Our vision is for this programme to leverage Oxford’s research strengths and advantages in terms of access to resources and networking opportunities, to support those working in biodiversity conservation in their home countries to build essential collaborations and opportunities. Visitors will be given vital time and support to, for example: realise the potential of their datasets, design and test their conservation strategies, to develop new ideas, attend training courses, network with potential collaborators and to share their knowledge and experience with their Oxford-based peers. This will benefit everyone: the practitioners themselves, researchers, students, and the wider university. Most importantly, it will enable more effective and sustainable biodiversity conservation into the long term, on the ground.
A comprehensive fellowship experience, the experience we provide for fellows extends far beyond academic inputs. Our programme considers their entire experience in the UK, offering opportunities to take part in activities such as visiting the many museums and historic colleges Oxford has to offer, formal banqueting in Oxford’s colleges, attending Evensong, punting, birdwatching, and other ‘tourist’ activities, not to mention becoming immersed in British culture, food and customs, and importantly, making long lasting friendships and collaborative relationships.
We ensure that visitors are paired in advance with an academic working in their particular area of interest, and they also get an early career researcher to act as a “buddy”. This benefits both the visitor and the early career researcher. This mentoring system ensures that our visitors have two points of contact, for academic experiences but also for cultural and practical questions, and for socialising.
Previous outputs and successes
The Biodiversity Fellows taking part in our other schemes have participated in technical workshops and events: for example, in 2018 Edson Gandiwa took part in a plenary panel discussion at the UK Government’s international inter-governmental Illegal Wildlife Trade Conference in London, and, along with other fellows (Angelo Ramy Mandimbihasina, Kofi Amponsah-Mensah, Medard Twinamatsiko and Vivienne Williams), took an active part in workshops and symposia associated with the event.
Papers have also been initiated during the Fellows’ visits: for example Angelo Ramy published The illegal pet trade is driving Madagascar’s ploughshare tortoise to extinction, while Paulo Wilfred published Attitudes to illegal behaviour and conservation in western Tanzania.

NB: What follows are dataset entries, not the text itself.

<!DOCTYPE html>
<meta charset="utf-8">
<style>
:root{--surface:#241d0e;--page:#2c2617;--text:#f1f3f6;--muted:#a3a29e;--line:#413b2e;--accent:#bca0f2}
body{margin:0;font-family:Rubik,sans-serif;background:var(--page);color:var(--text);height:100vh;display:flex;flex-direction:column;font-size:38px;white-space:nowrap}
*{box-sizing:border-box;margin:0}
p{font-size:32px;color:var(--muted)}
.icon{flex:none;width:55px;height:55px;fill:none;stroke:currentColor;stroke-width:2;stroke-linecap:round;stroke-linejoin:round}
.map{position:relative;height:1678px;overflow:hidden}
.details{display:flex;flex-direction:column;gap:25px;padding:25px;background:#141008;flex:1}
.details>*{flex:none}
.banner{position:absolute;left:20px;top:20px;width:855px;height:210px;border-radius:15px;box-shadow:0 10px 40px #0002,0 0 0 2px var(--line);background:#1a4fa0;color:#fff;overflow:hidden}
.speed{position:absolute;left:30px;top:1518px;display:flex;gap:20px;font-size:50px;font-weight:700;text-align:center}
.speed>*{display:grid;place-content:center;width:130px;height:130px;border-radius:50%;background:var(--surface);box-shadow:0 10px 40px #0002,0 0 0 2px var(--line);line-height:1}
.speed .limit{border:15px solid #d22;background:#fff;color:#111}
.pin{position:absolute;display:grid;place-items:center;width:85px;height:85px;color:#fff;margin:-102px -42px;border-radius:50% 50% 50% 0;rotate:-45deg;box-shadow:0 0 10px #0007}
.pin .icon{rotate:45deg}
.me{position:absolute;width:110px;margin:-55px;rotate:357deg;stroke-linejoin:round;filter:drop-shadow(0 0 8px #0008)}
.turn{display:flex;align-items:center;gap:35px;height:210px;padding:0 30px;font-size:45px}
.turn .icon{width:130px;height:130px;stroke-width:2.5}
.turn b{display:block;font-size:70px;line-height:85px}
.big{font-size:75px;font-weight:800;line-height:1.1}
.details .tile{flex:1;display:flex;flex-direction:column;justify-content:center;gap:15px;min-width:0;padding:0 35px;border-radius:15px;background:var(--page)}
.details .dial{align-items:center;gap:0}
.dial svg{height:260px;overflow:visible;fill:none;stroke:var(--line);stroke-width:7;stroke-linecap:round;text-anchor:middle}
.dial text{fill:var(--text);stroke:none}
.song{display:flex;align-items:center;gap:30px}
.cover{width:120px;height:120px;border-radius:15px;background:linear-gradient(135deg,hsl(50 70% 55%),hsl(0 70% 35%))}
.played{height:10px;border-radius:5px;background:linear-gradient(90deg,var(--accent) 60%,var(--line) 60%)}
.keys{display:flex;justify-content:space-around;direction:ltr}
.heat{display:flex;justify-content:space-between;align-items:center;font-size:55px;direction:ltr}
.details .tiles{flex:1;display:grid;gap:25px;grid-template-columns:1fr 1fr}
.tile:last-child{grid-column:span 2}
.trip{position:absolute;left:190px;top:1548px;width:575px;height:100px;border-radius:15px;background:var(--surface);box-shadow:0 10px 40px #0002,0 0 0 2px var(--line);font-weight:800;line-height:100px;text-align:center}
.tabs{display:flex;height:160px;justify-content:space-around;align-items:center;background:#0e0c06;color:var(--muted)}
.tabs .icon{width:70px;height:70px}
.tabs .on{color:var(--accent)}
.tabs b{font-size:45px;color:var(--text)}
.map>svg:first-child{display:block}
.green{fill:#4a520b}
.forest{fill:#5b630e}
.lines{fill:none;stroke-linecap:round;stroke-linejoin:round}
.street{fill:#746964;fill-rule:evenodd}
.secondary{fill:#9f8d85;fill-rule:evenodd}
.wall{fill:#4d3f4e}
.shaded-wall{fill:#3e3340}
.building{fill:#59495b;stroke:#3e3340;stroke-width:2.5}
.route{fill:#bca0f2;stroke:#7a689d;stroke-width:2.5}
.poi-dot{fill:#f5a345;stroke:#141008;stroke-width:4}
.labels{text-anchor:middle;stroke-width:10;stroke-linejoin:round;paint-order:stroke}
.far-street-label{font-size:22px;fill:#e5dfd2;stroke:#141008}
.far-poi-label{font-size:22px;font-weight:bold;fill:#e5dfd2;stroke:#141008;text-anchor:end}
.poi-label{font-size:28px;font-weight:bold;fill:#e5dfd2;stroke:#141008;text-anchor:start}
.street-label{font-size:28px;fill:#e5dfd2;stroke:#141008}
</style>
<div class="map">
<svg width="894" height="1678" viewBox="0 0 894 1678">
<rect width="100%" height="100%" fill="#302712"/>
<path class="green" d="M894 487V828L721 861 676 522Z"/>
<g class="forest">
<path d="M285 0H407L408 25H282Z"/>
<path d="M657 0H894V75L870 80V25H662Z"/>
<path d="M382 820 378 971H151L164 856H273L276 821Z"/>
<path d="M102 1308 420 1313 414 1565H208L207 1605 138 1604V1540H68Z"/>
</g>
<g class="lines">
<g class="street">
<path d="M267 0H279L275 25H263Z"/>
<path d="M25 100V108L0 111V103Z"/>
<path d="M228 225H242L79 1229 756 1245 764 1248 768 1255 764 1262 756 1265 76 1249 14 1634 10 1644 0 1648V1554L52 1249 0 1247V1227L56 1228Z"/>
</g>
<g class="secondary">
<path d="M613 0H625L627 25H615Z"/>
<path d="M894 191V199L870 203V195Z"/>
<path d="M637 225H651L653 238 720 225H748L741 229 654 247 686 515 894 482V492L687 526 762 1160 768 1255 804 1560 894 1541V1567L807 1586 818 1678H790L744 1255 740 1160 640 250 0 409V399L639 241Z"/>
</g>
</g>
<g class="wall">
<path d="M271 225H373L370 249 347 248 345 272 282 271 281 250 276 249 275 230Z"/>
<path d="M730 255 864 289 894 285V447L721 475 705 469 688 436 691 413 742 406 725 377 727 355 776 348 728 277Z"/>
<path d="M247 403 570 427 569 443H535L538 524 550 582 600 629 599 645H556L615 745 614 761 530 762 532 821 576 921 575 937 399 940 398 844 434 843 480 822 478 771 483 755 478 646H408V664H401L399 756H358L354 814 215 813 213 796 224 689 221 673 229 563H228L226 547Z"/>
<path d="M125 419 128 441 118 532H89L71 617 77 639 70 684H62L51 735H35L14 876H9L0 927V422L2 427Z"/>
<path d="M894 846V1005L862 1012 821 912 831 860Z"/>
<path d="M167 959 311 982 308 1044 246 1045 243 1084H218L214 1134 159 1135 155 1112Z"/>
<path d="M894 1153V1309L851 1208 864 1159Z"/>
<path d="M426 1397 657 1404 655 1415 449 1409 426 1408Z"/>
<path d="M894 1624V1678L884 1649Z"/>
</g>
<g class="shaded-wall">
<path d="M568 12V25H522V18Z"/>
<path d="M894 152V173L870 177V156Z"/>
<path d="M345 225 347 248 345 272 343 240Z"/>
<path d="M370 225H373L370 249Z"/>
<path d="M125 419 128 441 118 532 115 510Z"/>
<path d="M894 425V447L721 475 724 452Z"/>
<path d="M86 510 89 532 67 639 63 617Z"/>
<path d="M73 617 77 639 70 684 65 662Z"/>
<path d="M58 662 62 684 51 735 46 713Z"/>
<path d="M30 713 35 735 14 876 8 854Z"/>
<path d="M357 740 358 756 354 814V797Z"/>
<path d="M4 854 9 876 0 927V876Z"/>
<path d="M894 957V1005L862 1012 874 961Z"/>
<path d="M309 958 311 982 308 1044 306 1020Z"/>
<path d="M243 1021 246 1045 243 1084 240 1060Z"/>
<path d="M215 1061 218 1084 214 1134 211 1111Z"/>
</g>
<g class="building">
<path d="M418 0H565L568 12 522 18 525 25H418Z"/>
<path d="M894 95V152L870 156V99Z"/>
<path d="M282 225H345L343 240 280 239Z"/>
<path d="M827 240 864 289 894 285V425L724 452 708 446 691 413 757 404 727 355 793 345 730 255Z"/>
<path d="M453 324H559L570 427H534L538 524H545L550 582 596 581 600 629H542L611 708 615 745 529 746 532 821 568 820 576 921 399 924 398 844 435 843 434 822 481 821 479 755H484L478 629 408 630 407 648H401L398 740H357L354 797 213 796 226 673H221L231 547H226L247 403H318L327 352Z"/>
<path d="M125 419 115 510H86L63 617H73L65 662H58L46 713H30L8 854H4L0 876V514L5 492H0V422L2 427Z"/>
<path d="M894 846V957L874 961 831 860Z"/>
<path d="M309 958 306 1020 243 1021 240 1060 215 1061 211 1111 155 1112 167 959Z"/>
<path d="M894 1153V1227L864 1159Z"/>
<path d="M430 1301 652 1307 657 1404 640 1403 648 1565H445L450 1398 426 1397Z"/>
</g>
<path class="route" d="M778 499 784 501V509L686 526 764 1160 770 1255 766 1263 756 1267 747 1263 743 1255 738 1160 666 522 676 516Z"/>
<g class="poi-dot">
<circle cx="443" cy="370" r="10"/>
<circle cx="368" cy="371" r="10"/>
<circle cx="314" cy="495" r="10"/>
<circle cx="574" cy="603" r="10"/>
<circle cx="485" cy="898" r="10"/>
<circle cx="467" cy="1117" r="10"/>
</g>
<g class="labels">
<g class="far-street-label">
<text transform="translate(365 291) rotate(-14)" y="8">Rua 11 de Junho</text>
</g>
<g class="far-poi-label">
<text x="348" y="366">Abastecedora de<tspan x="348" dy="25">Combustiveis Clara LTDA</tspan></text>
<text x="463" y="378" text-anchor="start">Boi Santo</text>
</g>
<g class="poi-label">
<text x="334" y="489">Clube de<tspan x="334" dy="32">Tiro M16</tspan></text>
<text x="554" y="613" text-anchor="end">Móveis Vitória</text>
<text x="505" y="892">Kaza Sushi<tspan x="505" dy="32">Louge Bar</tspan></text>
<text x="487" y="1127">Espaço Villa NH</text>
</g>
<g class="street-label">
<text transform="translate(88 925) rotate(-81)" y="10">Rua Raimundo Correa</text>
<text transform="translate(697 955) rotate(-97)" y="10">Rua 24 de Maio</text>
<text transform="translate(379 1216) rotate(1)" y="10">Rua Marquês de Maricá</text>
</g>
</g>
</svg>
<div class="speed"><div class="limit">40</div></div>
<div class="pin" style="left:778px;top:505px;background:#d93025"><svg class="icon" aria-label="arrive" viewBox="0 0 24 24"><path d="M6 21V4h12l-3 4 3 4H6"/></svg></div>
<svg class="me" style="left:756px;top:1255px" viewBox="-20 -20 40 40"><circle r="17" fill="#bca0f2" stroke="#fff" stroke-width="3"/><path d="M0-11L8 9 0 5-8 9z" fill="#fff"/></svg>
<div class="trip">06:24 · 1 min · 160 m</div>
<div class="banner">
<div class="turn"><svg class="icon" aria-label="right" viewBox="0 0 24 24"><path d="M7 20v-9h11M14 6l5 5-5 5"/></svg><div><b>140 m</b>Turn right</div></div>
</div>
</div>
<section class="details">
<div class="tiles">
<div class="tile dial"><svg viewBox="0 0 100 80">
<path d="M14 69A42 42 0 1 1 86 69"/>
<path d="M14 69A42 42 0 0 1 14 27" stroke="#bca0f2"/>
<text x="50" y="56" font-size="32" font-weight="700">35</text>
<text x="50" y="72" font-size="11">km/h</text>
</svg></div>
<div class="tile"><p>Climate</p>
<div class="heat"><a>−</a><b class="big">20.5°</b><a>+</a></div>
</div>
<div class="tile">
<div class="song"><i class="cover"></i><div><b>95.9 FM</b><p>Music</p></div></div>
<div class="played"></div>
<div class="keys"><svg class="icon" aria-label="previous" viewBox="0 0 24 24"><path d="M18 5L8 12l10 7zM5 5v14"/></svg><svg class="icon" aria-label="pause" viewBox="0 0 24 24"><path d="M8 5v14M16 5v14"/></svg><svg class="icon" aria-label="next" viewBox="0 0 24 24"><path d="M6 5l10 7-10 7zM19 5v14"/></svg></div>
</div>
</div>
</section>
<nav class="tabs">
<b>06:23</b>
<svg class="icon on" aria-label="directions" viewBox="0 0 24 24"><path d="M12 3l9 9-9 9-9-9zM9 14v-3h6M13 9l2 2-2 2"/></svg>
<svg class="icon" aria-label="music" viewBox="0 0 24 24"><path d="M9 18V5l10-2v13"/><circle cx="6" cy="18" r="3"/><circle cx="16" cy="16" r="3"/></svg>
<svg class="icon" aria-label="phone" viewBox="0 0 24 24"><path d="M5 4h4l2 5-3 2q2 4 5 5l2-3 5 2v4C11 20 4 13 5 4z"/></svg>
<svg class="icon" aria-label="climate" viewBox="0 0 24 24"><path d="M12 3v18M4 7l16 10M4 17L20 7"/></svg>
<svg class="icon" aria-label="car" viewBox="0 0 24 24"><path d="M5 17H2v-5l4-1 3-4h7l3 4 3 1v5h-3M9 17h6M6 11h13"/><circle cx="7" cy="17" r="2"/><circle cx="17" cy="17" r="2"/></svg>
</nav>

Both papers were published in Oryx.
A number of research grant proposals have been won as a result of the Biodiversity Fellows’ visits. Additionally, Fellows have secured scholarships: Kumar Paudel studied for an MPhil Conservation leadership at Cambridge University, while Divya Narain secured a fully funded PhD at the University of Queensland after completing her Fellowship. We are also proud that Caleb Ofori-Boateng went on to win the 2019 Whitley award for conservation, which he won for his work to conserve the Togo Slippery frog.
Who should apply?
If you are a senior member of staff, who would benefit from the opportunities offered by taking part in our programme and stepping away from your NGO, government, or business environment and commitments for a short period of time, to develop new strategic approaches, write up their ideas, or build partnerships, then this scheme may be right for you.
Alternatively, if you are at a relatively early stage in your career, and would benefit from the academic possibilities offered by the University of Oxford and the ICCS group you are also particularly welcome to apply. Particularly if you would benefit from learning new skills, analysing and writing up your datasets, and building an international network.
*NB This scheme is open to Africian nationals only
Applications are now open for the 2021/2022 Fellowship and will close at 17:00 BST on October 29th.